| TASK TO COMPLETE |
What you return must match the entries exactly, except that the pictures are gone.

| WORKING DATA |
—————

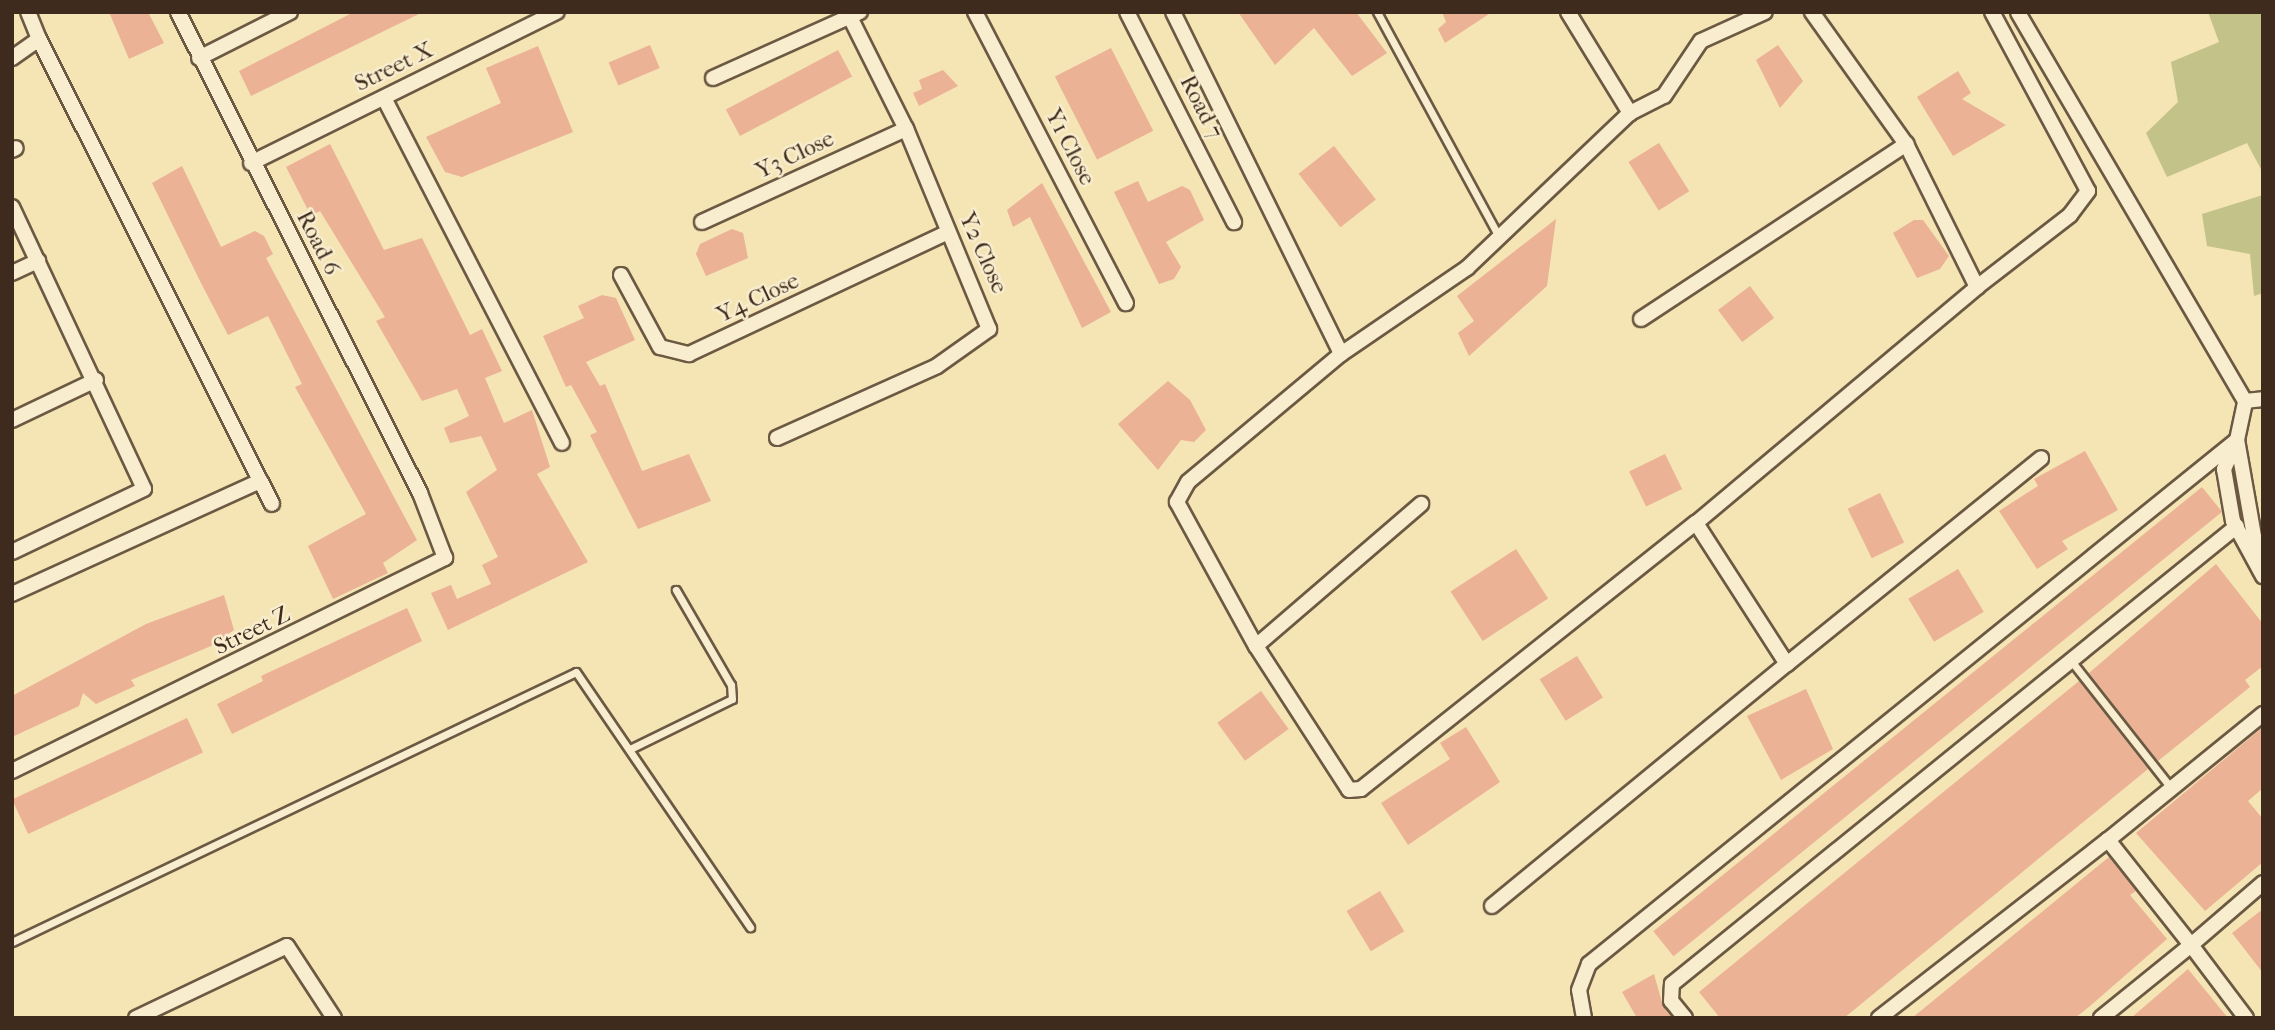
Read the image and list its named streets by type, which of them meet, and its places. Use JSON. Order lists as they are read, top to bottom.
{
  "streets": {
    "street": [
      "Street X",
      "Road 7",
      "Y1 Close",
      "Y3 Close",
      "Road 6",
      "Y2 Close",
      "Y4 Close",
      "Street Z"
    ]
  },
  "crossings": [
    ["Street X", "Road 6"],
    ["Y3 Close", "Y2 Close"],
    ["Road 6", "Street Z"],
    ["Y2 Close", "Y4 Close"]
  ]
}
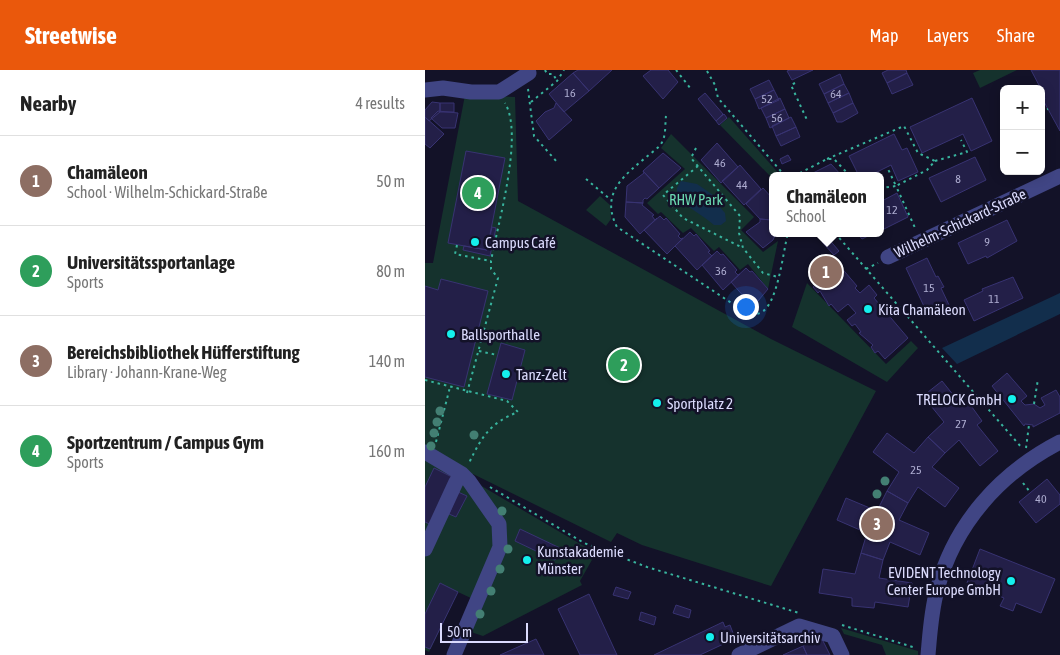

—————

| EXPECTED ANSWER |
Read the image and list its named streets by type, which of them meet, and its places. Use JSON. Order lists as they are read, top to bottom.
{
  "streets": {
    "street": [
      "Street X",
      "Road 7",
      "Y1 Close",
      "Y3 Close",
      "Road 6",
      "Y2 Close",
      "Y4 Close",
      "Street Z"
    ]
  },
  "crossings": [
    ["Street X", "Road 6"],
    ["Y3 Close", "Y2 Close"],
    ["Road 6", "Street Z"],
    ["Y2 Close", "Y4 Close"]
  ]
}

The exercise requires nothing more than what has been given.